▶ **DATA IN THIS EXERCISE**
==============================

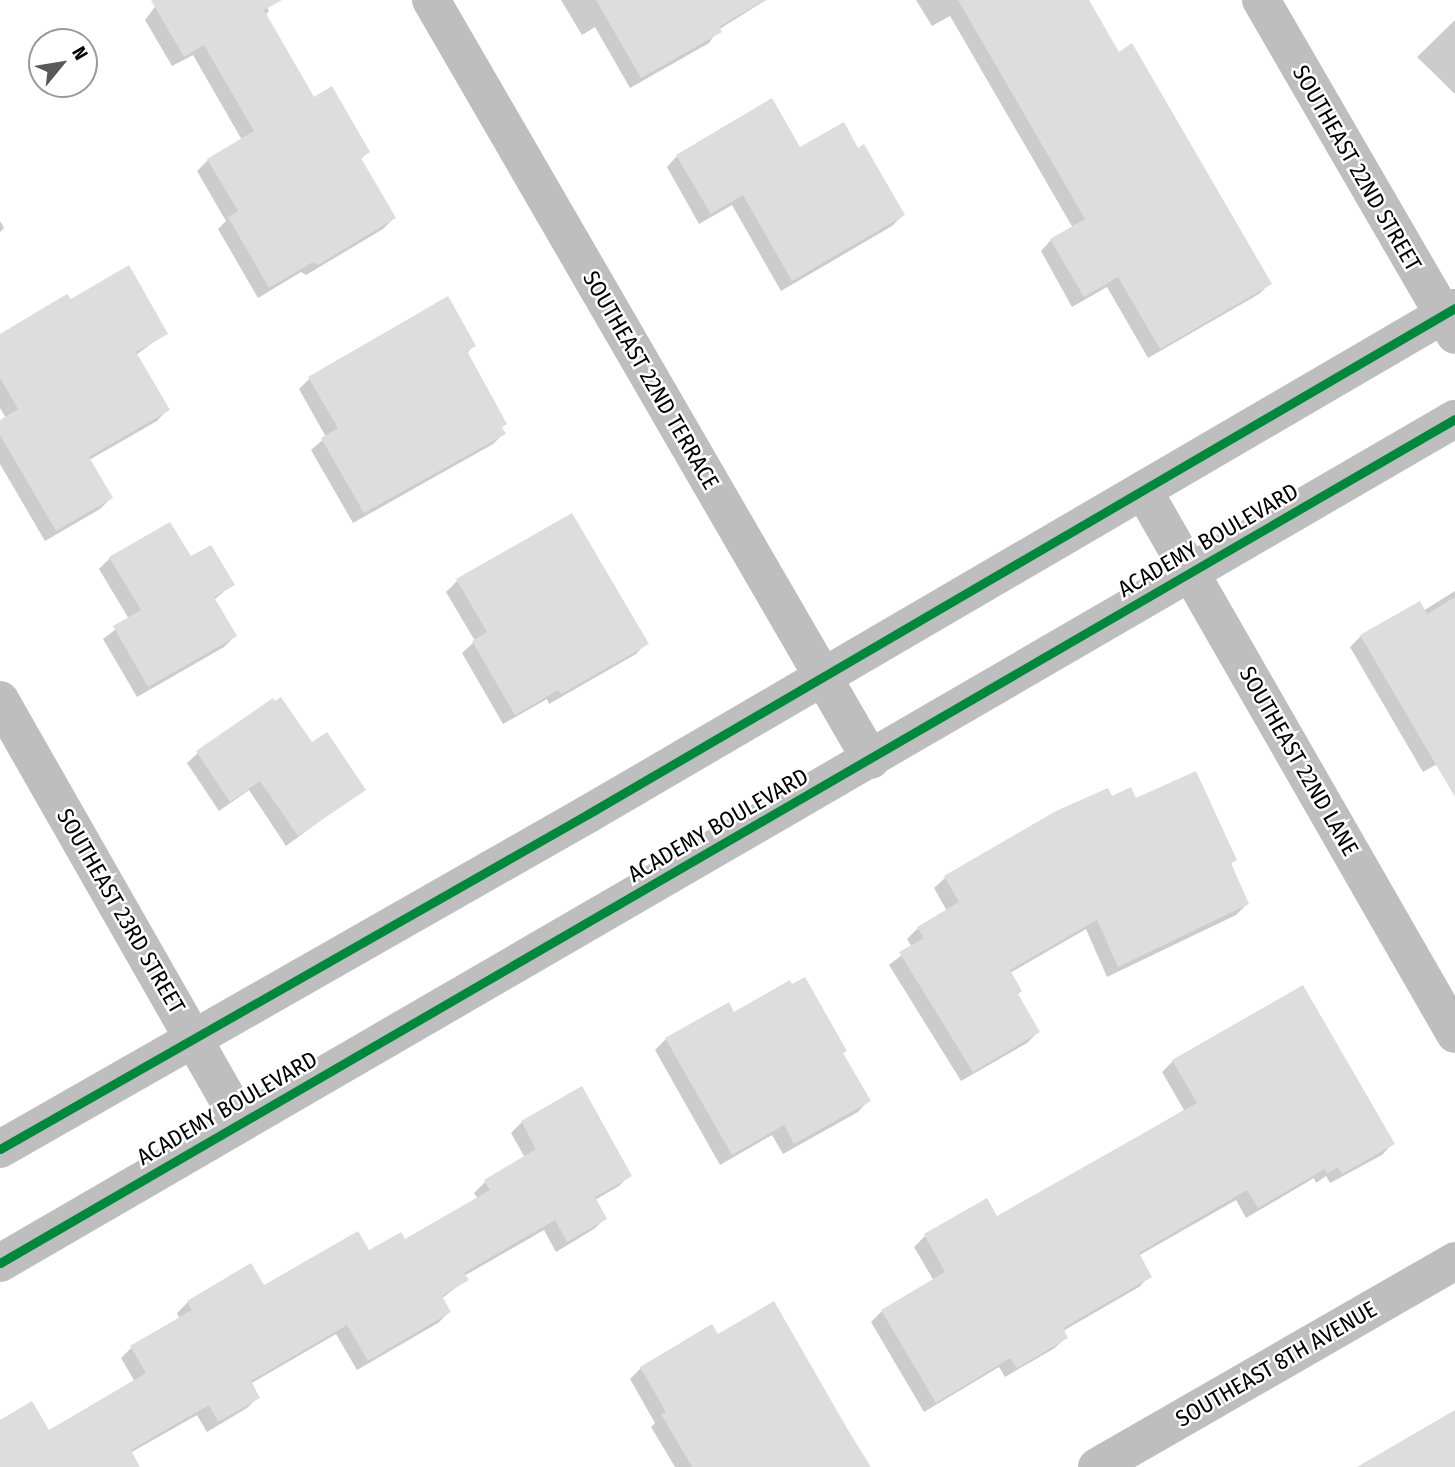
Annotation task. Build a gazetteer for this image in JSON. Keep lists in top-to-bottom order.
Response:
{
  "streets": {
    "street": [
      "SOUTHEAST 22ND STREET",
      "SOUTHEAST 22ND TERRACE",
      "ACADEMY BOULEVARD",
      "SOUTHEAST 22ND LANE",
      "SOUTHEAST 23RD STREET",
      "SOUTHEAST 8TH AVENUE"
    ]
  },
  "crossings": [
    ["SOUTHEAST 22ND TERRACE", "ACADEMY BOULEVARD"],
    ["ACADEMY BOULEVARD", "SOUTHEAST 22ND LANE"],
    ["ACADEMY BOULEVARD", "SOUTHEAST 23RD STREET"]
  ],
  "north": "top right"
}
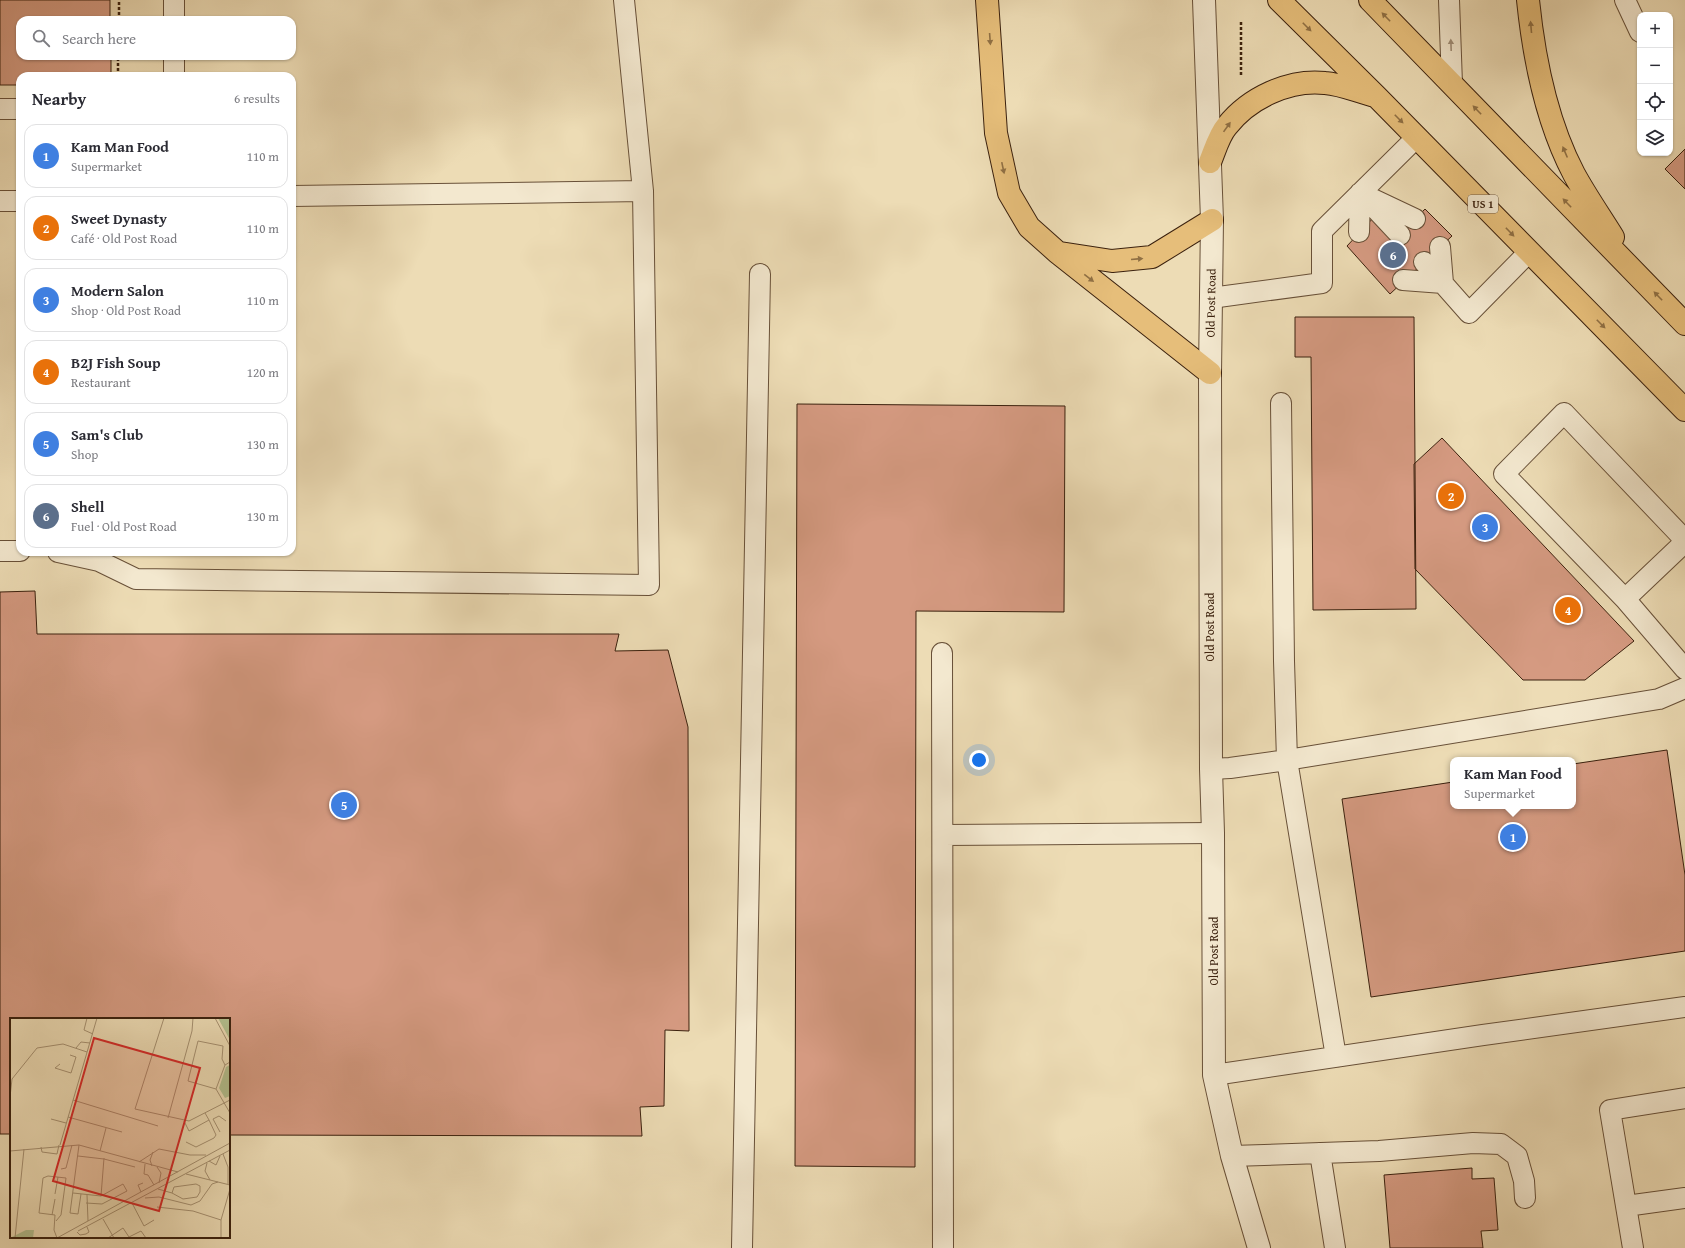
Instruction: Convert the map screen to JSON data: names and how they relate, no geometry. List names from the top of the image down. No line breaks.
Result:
{"streets":{"highway":["US 1"],"street":["Old Post Road"]},"page":{"map_buttons":["+","−"],"search":"Search here","heading":["Nearby","6 results"],"list":[{"mark":"1","name":"Kam Man Food","note":"Supermarket","value":"110 m"},{"mark":"2","name":"Sweet Dynasty","note":"Café · Old Post Road","value":"110 m"},{"mark":"3","name":"Modern Salon","note":"Shop · Old Post Road","value":"110 m"},{"mark":"4","name":"B2J Fish Soup","note":"Restaurant","value":"120 m"},{"mark":"5","name":"Sam's Club","note":"Shop","value":"130 m"},{"mark":"6","name":"Shell","note":"Fuel · Old Post Road","value":"130 m"}],"pins":["6","2","3","4","5","1"],"popup":["Kam Man Food","Supermarket"]}}
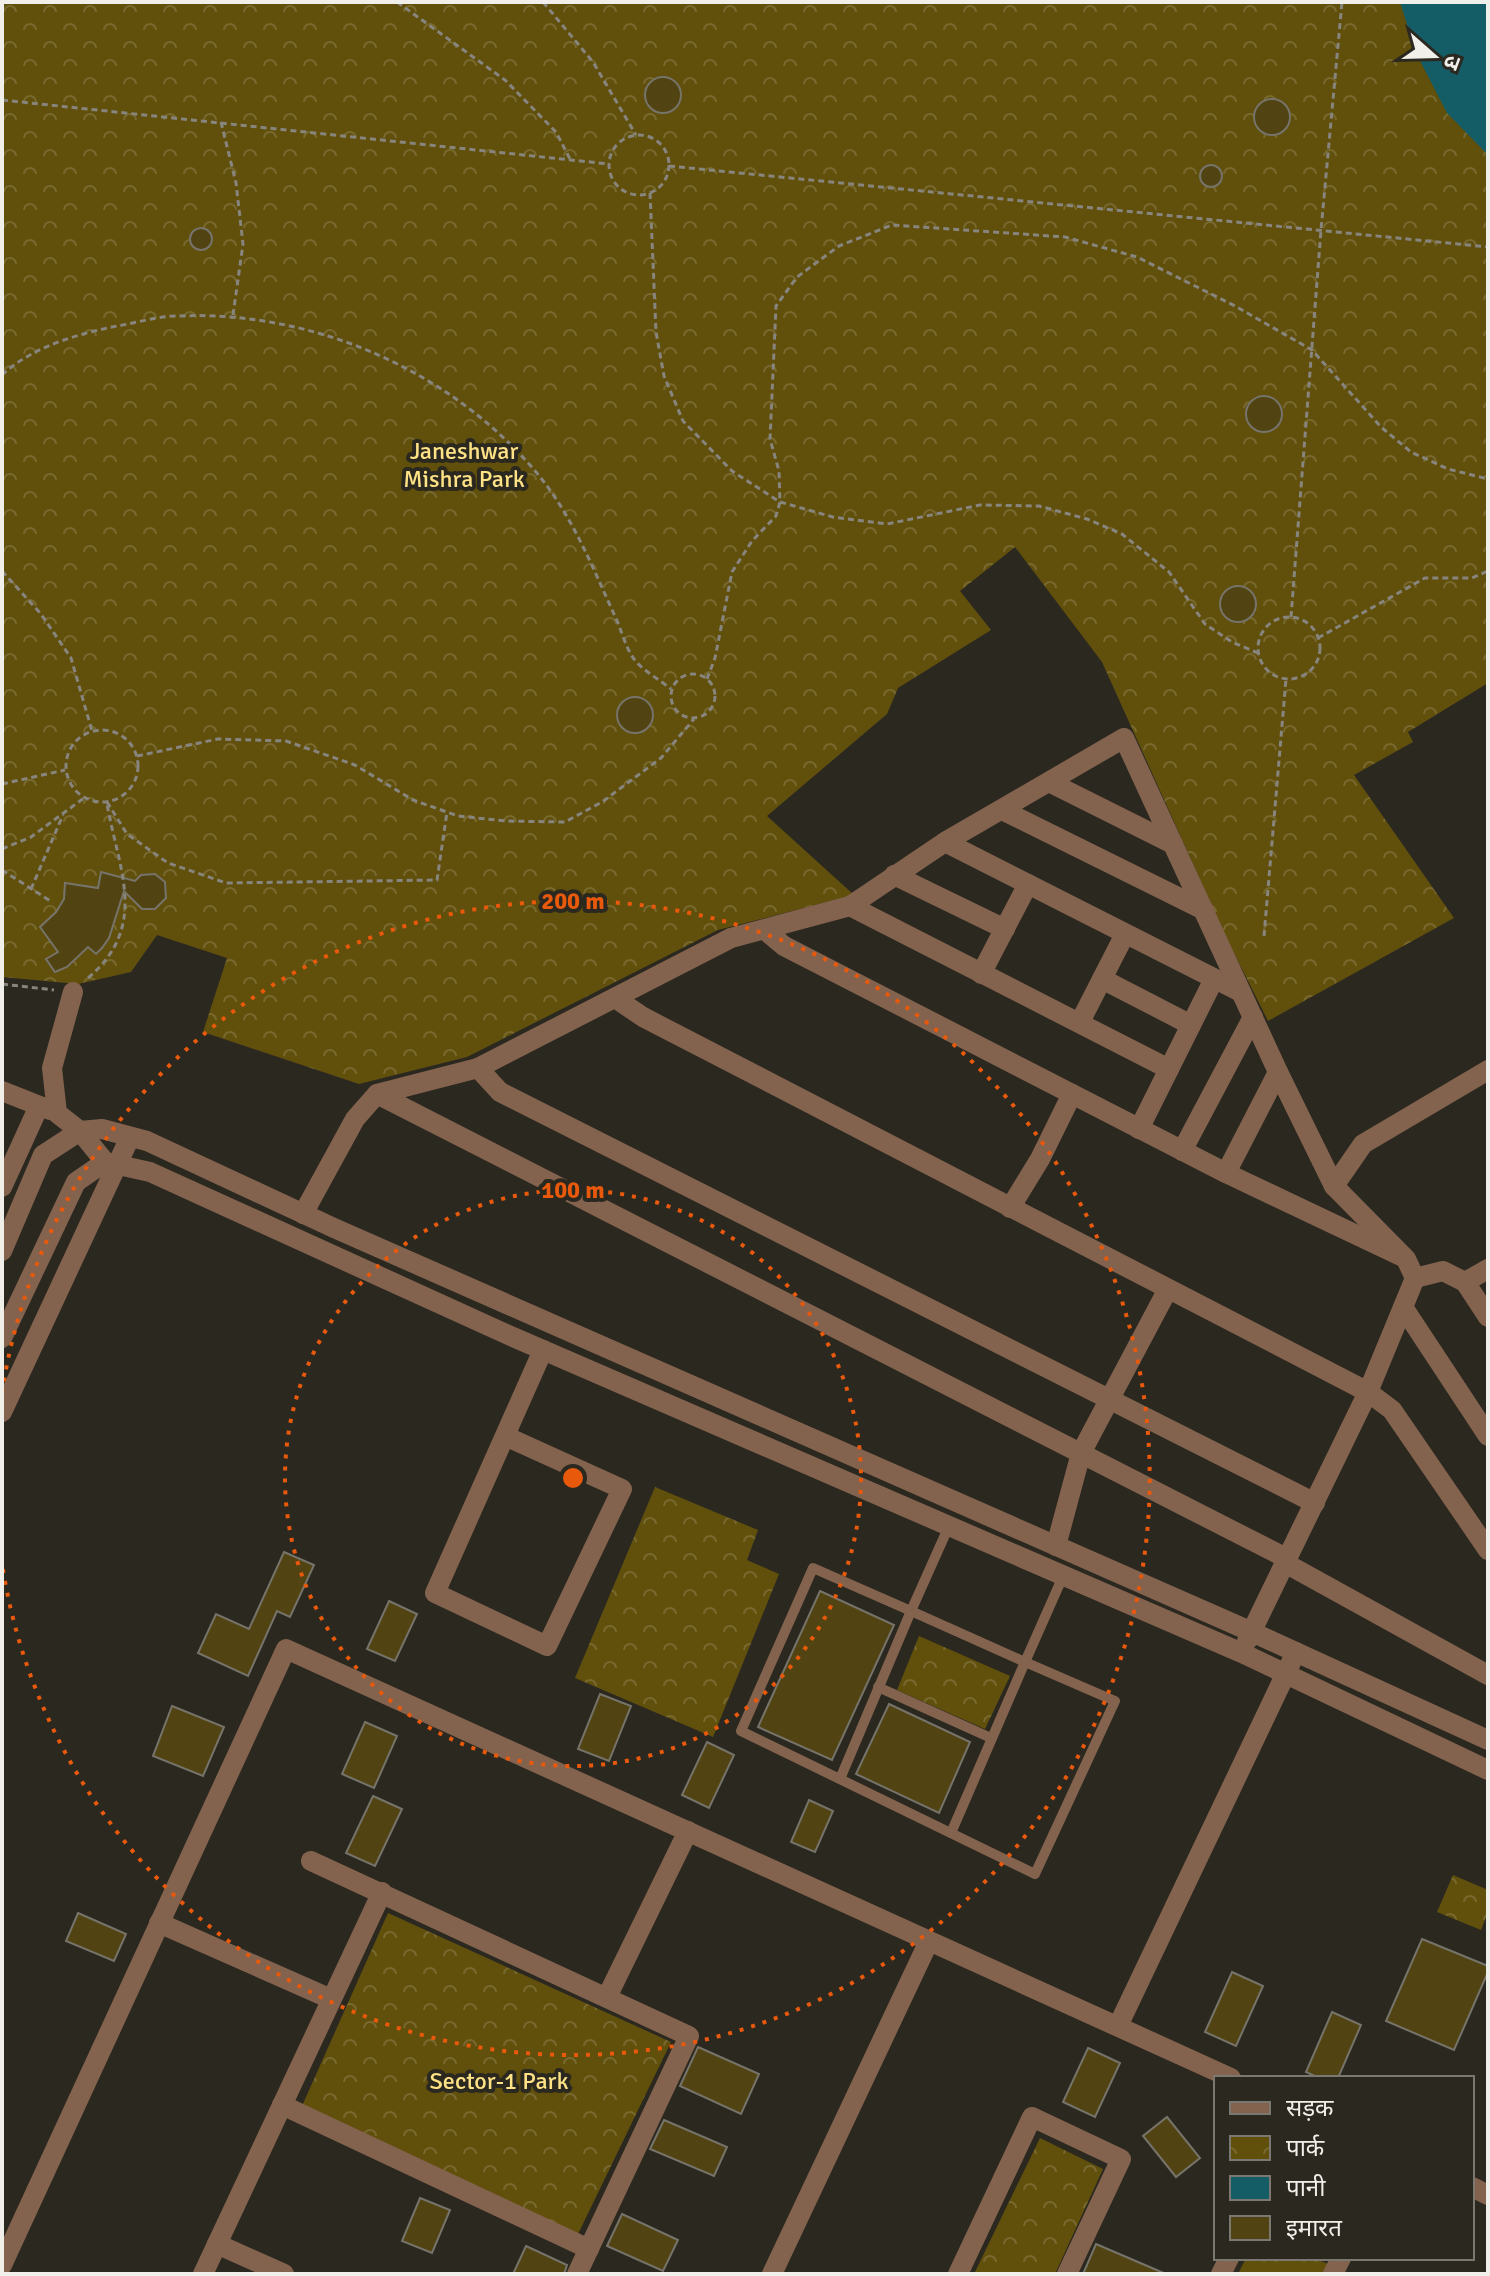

==============================

▶ **ASSIGNMENT**
Go through the records above and, whenever a line includes the word "image", copy it.

▶ **TASK ANSWER**
Annotation task. Build a gazetteer for this image in JSON. Keep lists in top-to-bottom order.
Instruction: Convert the map screen to JSON data: names and how they relate, no geometry. List names from the top of the image down. No line breaks.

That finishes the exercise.